Daniel Scioli apuesta a una carta para neutralizar la sangría de votos y demostrar a propios y extraños que está vivo y que puede aspirar al triunfo en el balotaje. Es la carta del miedo: convencer a los votantes de los sectores populares que en el primer turno se inclinaron por Sergio Massa que van a estar peor si el peronismo —al que pertenecen— pierde, finalmente, las elecciones.
En ese marco, Scioli y sus voceros machacan con el parecido de familia que creen encontrar entre Cambiemos y la Alianza que en 1989 condujo al gobierno a la fórmula integrada por Fernando de la Rúa y Carlos “Chacho” Álvarez.
Como explico en mi último libro, Doce Noches, hay algunas diferencias. La principal es que Cambiemos gira alrededor de Macri; es decir, el jefe de Gobierno porteño se ha convertido en el único líder de ese espacio, a tono con la demanda principal del electorado desde la gran crisis de 2001.
No es una actitud elegante apelar al voto miedo, pero, a esta altura, a Scioli no le queda demasiado. Puede levantar banderas como el pago del 82 por ciento móvil a los jubilados o prometer que pulverizará la inflación y disminuirá la pobreza. Pero, ¿a quién puede convencer si la propia presidenta Cristina Kirchner lo desmiente por cadena nacional?
El voto miedo es la carta de Scioli para mostrar en los próximos días (tal vez ya este fin de semana) que logró neutralizar la sangría de votos que revelaron los primeros sondeos luego de la sorpresa del primer turno. Encuestadoras no deberían faltarle si varias de estas empresas mantienen su oficialismo rentado.
Ése debería ser su primer objetivo: convencer a sus propios compañeros que sigue en carrera; es decir, que puede ganar. “El líder es un constructor de éxitos”, enseñaba el general Juan Perón. El peronismo no soporta a los perdedores, como bien se ve ahora, cuando algunos liderazgos están poniendo distancia de Scioli y también de Cristina.
No la tiene fácil Scioli. En primer lugar, el voto miedo despierta una fuerte antipatía en los sectores medios y en los medios de comunicación, es decir en el aire que respiran el candidato, su esposa y su entorno.
Según ese imaginario, un candidato debería convocar a un país mejor en lugar de embarrarse en una campaña negativa.
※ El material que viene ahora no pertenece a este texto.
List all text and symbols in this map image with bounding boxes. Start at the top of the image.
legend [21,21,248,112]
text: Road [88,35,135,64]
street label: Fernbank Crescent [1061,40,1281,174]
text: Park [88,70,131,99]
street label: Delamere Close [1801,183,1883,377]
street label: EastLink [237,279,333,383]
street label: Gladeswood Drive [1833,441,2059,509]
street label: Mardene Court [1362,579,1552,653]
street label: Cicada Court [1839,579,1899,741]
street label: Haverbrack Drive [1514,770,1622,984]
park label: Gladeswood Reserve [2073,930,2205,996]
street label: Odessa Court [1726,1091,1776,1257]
Por eso, las campañas negativas se preparan con tiempo y se ejecutan con aproximaciones indirectas, a cargo de diversos intérpretes. En el oficialismo no hubo tiempo para nada de eso: no tenían Plan B, creían que iban a ganar ya en el primer turno. Una falla grave, que podría deberse a que llevan demasiado tiempo atornillados en el poder.
(*) Editor ejecutivo de Fortuna, su último libro es Doce Noches. 2001: el fracaso de la Alianza, el golpe peronista y el origen del kirchnerismo.